Some senior corporate insurance buyers want the industry to think outside the box and offer more innovative products to plug gaps in risk coverage, but do insurers have the appetite? Stuart Fagg investigates
The past few years have undoubtedly been characterised by major change in the way organisations approach risk management. The emergence of enterprise risk, the appointment of chief risk officers and more sophisticated approaches to adding value through risk management have all moved risk management forward. As enterprise risk management (ERM) implementations begin to bear fruit in terms of a more complete picture of risk, so expectations on where insurance fits in have evolved.
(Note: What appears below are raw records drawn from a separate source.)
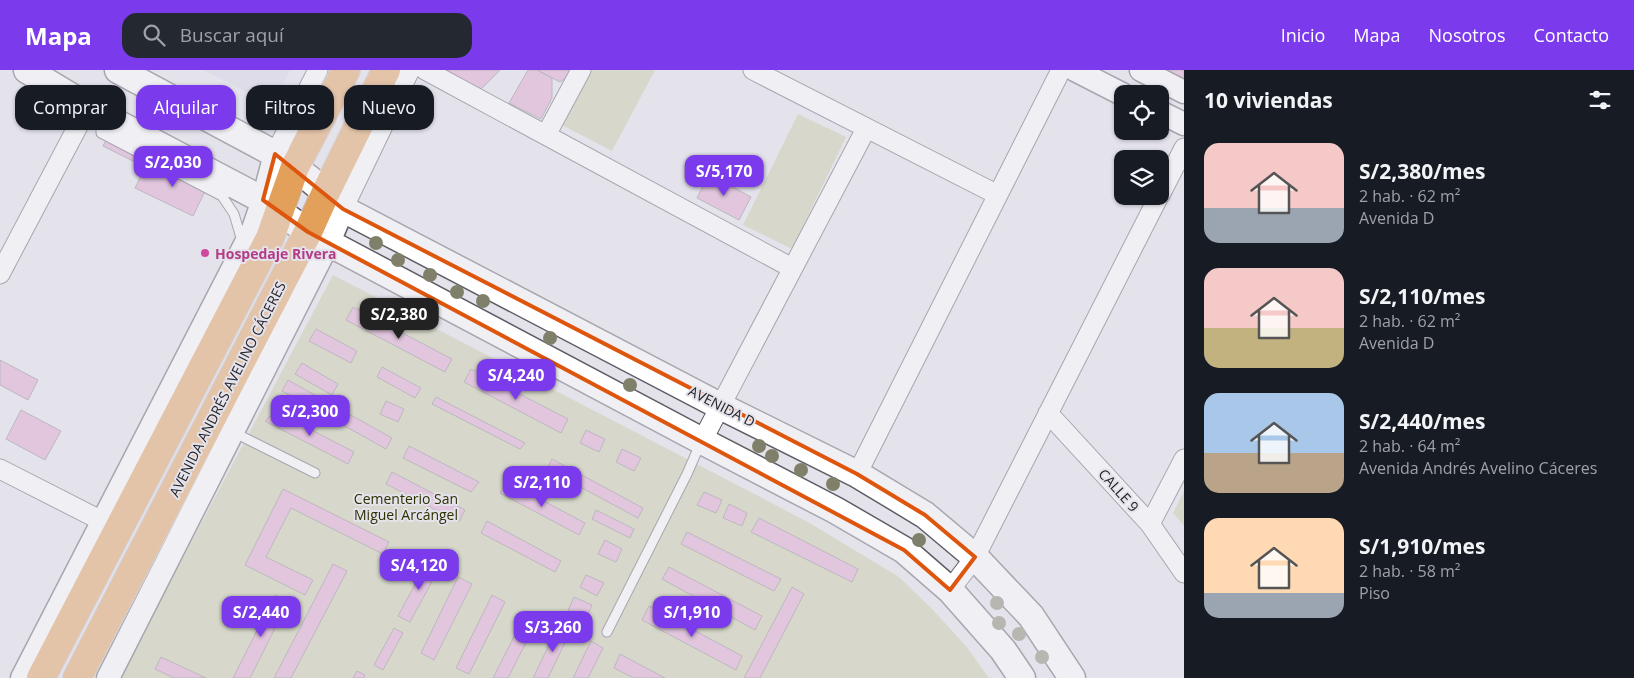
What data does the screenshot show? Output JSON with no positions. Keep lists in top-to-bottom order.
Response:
{
  "streets": {
    "highway": ["AVENIDA ANDRÉS AVELINO CÁCERES"],
    "main road": ["AVENIDA D"],
    "street": ["CALLE 9"]
  },
  "crossings": [
    ["AVENIDA ANDRÉS AVELINO CÁCERES", "AVENIDA D"]
  ],
  "parks": ["Cementerio San Miguel Arcángel"],
  "places": ["Hospedaje Rivera"],
  "page": {
    "header": "Mapa",
    "search": "Buscar aquí",
    "nav": [
      "Inicio",
      "Mapa",
      "Nosotros",
      "Contacto"
    ],
    "heading": "10 viviendas",
    "chip": [
      "Comprar",
      "Alquilar",
      "Filtros",
      "Nuevo"
    ],
    "list": [
      {
        "name": "S/2,380/mes",
        "note": "2 hab. · 62 m² · Avenida D"
      },
      {
        "name": "S/2,110/mes",
        "note": "2 hab. · 62 m² · Avenida D"
      },
      {
        "name": "S/2,440/mes",
        "note": "2 hab. · 64 m² · Avenida Andrés Avelino Cáceres"
      },
      {
        "name": "S/1,910/mes",
        "note": "2 hab. · 58 m² · Piso"
      }
    ],
    "price": [
      "S/2,030",
      "S/5,170",
      "S/2,380",
      "S/4,240",
      "S/2,300",
      "S/2,110",
      "S/4,120",
      "S/2,440",
      "S/1,910",
      "S/3,260"
    ]
  }
}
“Having been through the ERM program and having identified a lot of risks in the business, many of which aren’t covered under our existing insurance programs, you start to wonder – in fact from a total risk management perspective, if these are the risks that we’re recognising in the business and these risks are not always insured, are we in fact spending our insurance dollar in the right place?” said Colin Knox, insurance director at Foster’s Group. “Then when you look at what those risks are and the way the insurance market is structured at the moment, you ask the second question, well if our current insurance program isn’t insuring all the risks that we have in the business, can in fact the insurance market provide a response to some of those risks that aren’t currently insured?” He added that of the risks most regularly appearing in surveys of senior risk professionals in recent years, traditionally can’t be dealt with through traditional insurance products. “From a high level, you’d look at that and say ‘well, gee, there aren’t really a lot of insurance companies that immediately spring to mind that responds to those risks’,” he said, referring to a study that placed brand and image as the top risk facing companies. “Now a lot of these actually resonate with Foster’s, and you kind of sit back and say ‘well how do I understand where insurance works and where it doesn’t work in all this?’”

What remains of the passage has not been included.